Archives For July 31, 2012

This was an interesting pair of weeks. Two short weeks strung together – well, more like a midget week and a short week.  The midget week was brought to us courtesy of Hurricane Issac. The short week by people who work and celebrate their working by not working on a Monday.

Since having a bajillion kids (or 3) I have new perspective on all holidays. For the creative, non-focused, stay-at-home mom (read, domestiflated), non-major holidays no longer mean days off – they mean disrupted routines wrapped in limited availability of structured activity. Also known as “Quick, figure out something fun to do with the kids before you end up caught at noon with your bathrobe still on, 13 half-finished projects and kids who think napping is a tag-team sport.” days.

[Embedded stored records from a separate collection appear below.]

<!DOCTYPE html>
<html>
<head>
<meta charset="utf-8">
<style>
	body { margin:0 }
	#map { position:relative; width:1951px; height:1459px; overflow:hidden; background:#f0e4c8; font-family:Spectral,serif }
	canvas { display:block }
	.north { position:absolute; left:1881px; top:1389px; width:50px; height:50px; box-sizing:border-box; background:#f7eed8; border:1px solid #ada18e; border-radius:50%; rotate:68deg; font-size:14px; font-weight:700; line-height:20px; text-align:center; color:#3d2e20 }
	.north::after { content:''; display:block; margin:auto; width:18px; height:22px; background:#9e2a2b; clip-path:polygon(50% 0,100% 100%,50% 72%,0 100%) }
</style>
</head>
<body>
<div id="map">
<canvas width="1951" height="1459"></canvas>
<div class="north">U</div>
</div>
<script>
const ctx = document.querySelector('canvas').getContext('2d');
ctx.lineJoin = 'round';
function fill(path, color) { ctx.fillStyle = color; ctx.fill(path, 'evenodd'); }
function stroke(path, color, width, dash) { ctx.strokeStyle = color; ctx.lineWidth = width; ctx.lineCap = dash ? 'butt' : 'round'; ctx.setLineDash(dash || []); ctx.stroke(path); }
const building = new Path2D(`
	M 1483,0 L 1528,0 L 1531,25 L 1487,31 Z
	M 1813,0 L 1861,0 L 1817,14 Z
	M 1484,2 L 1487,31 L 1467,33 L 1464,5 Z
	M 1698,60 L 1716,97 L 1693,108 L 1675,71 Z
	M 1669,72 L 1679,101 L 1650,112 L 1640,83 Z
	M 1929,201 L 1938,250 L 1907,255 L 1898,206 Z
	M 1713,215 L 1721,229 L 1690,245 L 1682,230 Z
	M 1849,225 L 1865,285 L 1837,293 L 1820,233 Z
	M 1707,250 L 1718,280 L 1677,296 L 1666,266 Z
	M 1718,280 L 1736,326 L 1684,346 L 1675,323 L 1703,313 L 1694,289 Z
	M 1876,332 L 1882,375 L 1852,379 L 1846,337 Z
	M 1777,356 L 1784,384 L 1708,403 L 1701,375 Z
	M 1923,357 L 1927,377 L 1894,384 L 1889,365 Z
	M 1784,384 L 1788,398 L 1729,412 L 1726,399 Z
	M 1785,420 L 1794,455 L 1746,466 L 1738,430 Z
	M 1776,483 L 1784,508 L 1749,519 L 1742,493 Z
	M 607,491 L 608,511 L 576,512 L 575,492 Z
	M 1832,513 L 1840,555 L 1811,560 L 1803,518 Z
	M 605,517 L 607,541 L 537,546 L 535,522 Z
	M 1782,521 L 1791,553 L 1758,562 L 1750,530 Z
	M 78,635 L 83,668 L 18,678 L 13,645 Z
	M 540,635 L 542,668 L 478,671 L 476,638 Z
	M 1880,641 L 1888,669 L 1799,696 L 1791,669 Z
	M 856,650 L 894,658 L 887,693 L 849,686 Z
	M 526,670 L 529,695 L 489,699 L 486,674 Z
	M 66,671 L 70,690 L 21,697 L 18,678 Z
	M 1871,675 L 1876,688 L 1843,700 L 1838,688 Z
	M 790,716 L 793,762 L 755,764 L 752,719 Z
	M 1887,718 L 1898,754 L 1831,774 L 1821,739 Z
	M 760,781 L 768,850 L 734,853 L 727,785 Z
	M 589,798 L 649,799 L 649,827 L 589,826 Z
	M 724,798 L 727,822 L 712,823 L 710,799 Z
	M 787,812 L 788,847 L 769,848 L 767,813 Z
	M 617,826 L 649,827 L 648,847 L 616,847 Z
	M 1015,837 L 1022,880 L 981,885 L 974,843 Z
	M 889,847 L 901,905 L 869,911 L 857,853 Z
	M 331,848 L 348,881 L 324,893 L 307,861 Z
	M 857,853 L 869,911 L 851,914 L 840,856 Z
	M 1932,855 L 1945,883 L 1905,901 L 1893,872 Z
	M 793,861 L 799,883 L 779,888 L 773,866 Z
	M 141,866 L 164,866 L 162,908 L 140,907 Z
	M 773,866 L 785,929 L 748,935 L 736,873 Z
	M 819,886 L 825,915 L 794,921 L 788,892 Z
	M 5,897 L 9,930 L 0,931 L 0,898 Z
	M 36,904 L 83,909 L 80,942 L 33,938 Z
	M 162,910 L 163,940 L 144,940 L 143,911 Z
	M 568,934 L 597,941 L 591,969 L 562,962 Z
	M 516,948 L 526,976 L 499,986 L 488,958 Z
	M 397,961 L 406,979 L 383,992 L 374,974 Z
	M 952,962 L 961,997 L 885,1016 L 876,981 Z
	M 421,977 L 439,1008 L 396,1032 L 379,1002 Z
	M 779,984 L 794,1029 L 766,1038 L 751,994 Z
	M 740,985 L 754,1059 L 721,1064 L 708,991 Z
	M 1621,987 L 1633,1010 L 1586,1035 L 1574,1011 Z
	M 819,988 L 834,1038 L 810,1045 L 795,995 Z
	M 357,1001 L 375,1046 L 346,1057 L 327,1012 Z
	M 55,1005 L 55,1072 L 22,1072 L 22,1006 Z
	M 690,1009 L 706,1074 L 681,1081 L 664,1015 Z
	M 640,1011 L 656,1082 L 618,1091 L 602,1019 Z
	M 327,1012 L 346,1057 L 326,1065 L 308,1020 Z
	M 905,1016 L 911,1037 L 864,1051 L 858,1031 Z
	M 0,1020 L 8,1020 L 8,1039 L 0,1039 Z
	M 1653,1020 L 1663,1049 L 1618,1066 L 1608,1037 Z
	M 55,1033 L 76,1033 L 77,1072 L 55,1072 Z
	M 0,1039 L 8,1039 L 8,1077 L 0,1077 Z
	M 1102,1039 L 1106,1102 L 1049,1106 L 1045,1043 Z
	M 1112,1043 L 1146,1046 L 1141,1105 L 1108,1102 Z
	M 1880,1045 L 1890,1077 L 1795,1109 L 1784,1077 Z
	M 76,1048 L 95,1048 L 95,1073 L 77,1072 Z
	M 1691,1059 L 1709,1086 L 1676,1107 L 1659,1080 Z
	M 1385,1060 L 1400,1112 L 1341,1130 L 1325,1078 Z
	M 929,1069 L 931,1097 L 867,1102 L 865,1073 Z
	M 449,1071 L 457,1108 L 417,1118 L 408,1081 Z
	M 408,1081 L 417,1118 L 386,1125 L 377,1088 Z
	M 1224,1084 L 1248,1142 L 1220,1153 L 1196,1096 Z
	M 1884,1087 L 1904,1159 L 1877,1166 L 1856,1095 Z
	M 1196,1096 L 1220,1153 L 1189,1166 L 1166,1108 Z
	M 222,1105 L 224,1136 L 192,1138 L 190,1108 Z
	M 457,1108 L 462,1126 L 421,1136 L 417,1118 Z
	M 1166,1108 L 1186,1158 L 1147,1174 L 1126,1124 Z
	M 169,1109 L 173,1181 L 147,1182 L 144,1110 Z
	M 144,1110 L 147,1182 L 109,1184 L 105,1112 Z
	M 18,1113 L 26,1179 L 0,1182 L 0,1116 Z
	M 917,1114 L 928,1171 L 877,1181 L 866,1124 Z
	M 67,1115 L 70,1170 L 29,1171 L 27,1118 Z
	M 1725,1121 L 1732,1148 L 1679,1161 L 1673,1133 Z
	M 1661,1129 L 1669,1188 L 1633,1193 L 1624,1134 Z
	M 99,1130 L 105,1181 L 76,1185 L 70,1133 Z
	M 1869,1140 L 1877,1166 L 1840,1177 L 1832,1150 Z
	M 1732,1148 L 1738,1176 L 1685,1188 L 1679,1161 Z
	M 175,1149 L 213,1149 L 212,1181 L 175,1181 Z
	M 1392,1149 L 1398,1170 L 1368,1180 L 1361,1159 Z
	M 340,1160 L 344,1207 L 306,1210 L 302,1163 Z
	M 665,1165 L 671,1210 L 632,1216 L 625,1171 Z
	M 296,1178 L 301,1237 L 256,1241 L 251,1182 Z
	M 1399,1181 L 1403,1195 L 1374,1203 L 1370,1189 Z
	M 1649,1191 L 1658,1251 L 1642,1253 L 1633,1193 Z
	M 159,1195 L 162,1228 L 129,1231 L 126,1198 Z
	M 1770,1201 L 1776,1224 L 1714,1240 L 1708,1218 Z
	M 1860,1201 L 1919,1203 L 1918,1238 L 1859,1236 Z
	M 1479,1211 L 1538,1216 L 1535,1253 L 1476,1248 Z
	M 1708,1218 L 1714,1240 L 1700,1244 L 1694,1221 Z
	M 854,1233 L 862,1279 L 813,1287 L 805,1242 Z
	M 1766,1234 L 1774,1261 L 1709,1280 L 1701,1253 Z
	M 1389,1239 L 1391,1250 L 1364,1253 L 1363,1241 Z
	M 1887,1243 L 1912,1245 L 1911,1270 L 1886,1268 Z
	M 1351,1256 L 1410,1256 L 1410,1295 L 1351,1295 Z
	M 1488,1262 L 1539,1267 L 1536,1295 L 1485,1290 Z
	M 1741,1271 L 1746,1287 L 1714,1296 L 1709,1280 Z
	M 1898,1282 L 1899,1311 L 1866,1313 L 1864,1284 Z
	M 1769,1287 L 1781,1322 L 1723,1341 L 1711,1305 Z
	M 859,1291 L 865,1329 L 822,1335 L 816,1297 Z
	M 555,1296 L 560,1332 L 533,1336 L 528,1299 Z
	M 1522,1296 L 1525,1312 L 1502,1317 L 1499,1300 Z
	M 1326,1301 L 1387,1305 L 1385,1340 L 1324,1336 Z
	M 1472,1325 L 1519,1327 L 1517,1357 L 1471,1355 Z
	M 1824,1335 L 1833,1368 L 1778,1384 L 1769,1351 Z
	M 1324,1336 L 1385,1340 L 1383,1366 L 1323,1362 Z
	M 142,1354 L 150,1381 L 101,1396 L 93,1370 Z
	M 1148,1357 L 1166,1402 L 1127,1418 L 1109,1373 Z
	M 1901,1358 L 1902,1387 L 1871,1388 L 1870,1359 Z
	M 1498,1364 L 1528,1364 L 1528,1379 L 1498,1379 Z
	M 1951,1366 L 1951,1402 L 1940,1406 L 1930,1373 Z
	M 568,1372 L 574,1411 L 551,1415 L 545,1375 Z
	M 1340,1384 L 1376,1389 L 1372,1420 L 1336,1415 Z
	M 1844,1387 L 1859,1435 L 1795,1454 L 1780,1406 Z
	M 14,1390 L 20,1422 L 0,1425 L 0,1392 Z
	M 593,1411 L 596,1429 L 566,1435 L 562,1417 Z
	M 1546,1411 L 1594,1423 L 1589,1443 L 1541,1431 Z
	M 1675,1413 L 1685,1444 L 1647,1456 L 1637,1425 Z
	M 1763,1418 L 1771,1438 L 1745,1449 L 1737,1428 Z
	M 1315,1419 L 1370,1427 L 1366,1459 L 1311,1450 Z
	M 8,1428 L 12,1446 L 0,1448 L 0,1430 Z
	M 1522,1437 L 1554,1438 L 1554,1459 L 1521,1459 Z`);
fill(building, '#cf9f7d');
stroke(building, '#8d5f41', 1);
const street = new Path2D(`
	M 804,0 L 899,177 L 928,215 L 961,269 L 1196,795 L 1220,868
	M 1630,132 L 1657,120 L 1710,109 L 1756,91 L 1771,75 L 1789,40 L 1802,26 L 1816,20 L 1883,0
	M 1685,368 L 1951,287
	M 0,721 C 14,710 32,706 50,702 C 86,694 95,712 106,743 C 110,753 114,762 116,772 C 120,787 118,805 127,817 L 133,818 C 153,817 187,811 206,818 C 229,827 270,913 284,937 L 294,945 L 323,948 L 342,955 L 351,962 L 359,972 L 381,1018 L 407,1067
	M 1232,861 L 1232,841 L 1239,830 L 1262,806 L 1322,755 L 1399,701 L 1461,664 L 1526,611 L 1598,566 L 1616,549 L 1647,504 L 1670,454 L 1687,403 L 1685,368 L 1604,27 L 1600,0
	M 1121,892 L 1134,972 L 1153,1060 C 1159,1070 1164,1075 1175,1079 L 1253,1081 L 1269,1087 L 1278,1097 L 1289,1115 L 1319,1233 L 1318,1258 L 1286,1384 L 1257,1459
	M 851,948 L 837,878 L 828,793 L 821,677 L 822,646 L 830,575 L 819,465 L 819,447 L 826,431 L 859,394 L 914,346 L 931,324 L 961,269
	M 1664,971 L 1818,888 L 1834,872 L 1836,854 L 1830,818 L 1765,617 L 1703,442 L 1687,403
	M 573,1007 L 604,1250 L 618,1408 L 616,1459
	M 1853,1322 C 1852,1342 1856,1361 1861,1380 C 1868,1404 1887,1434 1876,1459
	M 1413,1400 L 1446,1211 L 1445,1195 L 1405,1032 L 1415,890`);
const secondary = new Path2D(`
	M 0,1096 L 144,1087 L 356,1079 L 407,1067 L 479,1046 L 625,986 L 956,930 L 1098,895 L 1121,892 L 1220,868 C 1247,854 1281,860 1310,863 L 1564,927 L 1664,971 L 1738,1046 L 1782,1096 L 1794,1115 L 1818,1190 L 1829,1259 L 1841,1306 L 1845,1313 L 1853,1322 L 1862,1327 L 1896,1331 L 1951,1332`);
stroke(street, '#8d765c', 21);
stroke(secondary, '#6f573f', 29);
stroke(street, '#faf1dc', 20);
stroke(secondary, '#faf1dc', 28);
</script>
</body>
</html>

There’s guilt because you know you should be doing something amazing, guilt because your short week has no shortage of regular things on the to-do list, and guilt because, well, instead of revisiting point number one of this sentence, you’re instead on the internet racking your brain to find a randomly witty counterbalance to end this sentence on point 3.

And then it happened.  I put down the computer. Left my phone inside. Stripped the two babies I was home with down to their diapers and let them play in the hurricane* on the deck.  I don’t know why this never occurred to me.

Babies. Skin. Rain. Boom.

Hours of sincere lovely awesome.

 

 

 

 

 

 

I don’t know why I make it so hard in my mind.  Developmental minds crave novelty – they crave sensation – and they crave the love and security of spending sincere, joyful, stress-free time with their mother.

Every day I’m a little better.

 

*Note that Hurricane Issac was NOT a real hurricane to our area. I may suck at domesticity, but I don’t let the kids play real-life weathervane games.